We may think of good judgment as an element of intelligence but Stanovich argues that it’s different and needs to be measured differently. He proposes a Rationality Quotient or RQ test. As Sally Adee points out in New Scientist, such a test would aim “to assess our ability to transcend cognitive bias.” In other words, it’s our ability to override the heuristics and biases of System 1. Adee continues that rationality comes from metacognition, “…the ability to assess the validity of you own knowledge. People with high RQ have acquired strategies that boost this self-awareness.” As an aside, this is exactly what I teach in my critical thinking classes.
The RQ is not finished yet and it probably won’t be for a while. It will take some amount of time to gain agreement on what such a test should include and then validate it in many different situations. Indeed, it may even be difficult to decide what “rational” really means. What’s rational to one person may seem insane to another. In fact, that’s a good question: what’s your definition of rationality?
When driving home from a party, I may ask Suellen a question like, “Why did Pat make that cutting remark about Kim?” Suellen will then launch into a thorough exegesis about relationships, personal histories, boyfriends, girlfriends, children, parents, gardening, the nature of education, and the tangled web we weave when first we practice to deceive. In the end, it will all make sense — even to me, a socially challenged kind of guy.
Suellen is great at answering questions like these. It’s often referred to as social or emotional intelligence. It’s about people and relationships and empathy. I’m generally better at academic intelligence and questions like how do you calculate the volume of a sphere? (I don’t mean to say that I’m better at academic intelligence than Suellen is … but that I’m better at academic intelligence than I am at social intelligence. I hope that’s clear… I wouldn’t want my lack of social intelligence to lead me to insult my own wife.)
For me, two intelligences — academic and social — have been quite enough.

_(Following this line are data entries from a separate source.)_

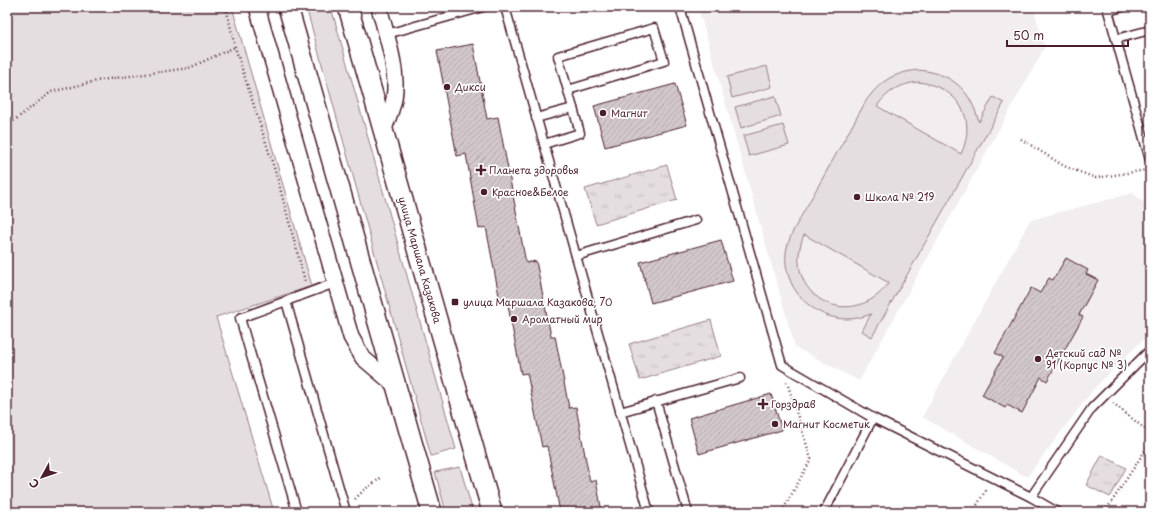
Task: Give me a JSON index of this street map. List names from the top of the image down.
{
  "streets": {
    "street": ["улица Маршала Казакова"]
  },
  "places": {
    "other": [
      "Дикси",
      "Магнит",
      "Красное&Белое",
      "Школа № 219",
      "Ароматный мир",
      "Детский сад № 91 (Корпус № 3)",
      "Магнит Косметик"
    ],
    "health": ["Планета здоровья", "Горздрав"],
    "transit": ["улица Маршала Казакова, 70"]
  },
  "scale_bar": "50 m",
  "north": "bottom left"
}
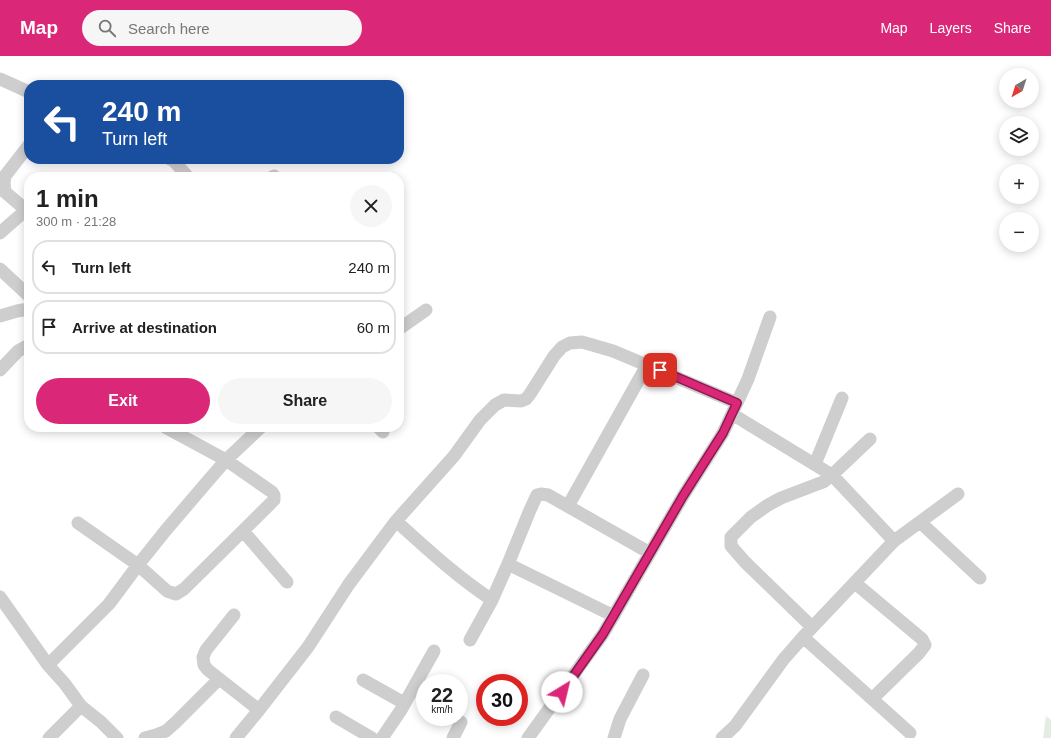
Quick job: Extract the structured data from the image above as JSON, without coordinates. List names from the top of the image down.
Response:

But not for Howard Gardner. In Five Minds for the Future, Gardner suggests that there are five different intelligences and, if education is to succeed in the future, we need to teach them all.
I’m fairly well versed in the tenets of critical thinking. Now I’m trying to understand Gardner’s theory of multiple intelligences. Why? Because I’d like to mash up critical thinking and multiple intelligences. I’m wondering if critical thinking works the same way in each intelligence. Can you think critically in say, academic intelligence, while thinking uncritically in social intelligence? That’s certainly the stereotype of the absent-midned professor.
To mash up critical thinking and the five minds, let’s first look at Gardner’s theory. The five minds are:
Disciplined mind — to master the way of thinking associated with a specific discipline — say, economics, psychology, or mathematics. I think (hope) it’s also broader than that. I’m certainly trained in the Western way of thinking. I categorize and classify things without even thinking about it. I’m now looking at Zen as a different way of thinking — one that destroys categories rather than creates them. That’s certainly a different discipline.
Synthesizing mind — the ability to put it altogether. Gardner points out that memorization was important in times characterized by low literacy. In today’s era of Big Data, synthesis is much more important and memorization much less important.
Creating mind — proposing new ideas, fresh questions, unexpected answers. As I’ve noted before in this blog, a new idea is often a mashup of multiple existing ideas. To propose something that doesn’t exist, you need to be well versed in what does exist.
Respectful mind — “… notes and welcomes differences between human individuals and between human groups….” This is very similar to the concept of fair mindedness as used in critical thinking. This could be our first mashup.
Ethical mind — how can we serve purposes beyond self-interest and how can “citizens…work unselfishly to improve the lot of all.” Again, this is quite similar to concepts used in critical thinking, including ethical thinking and the ability to overcome egocentric thinking.
Today, I simply want to introduce Gardner’s five minds. In future posts, I’ll try to weave together critical thinking, Gardner’s concepts of multiple intelligences, and the Hofstedes’ research on the five dimensions of culture. I hope you’ll tag along.
By the way, the volume of a sphere in 4/3∏r³.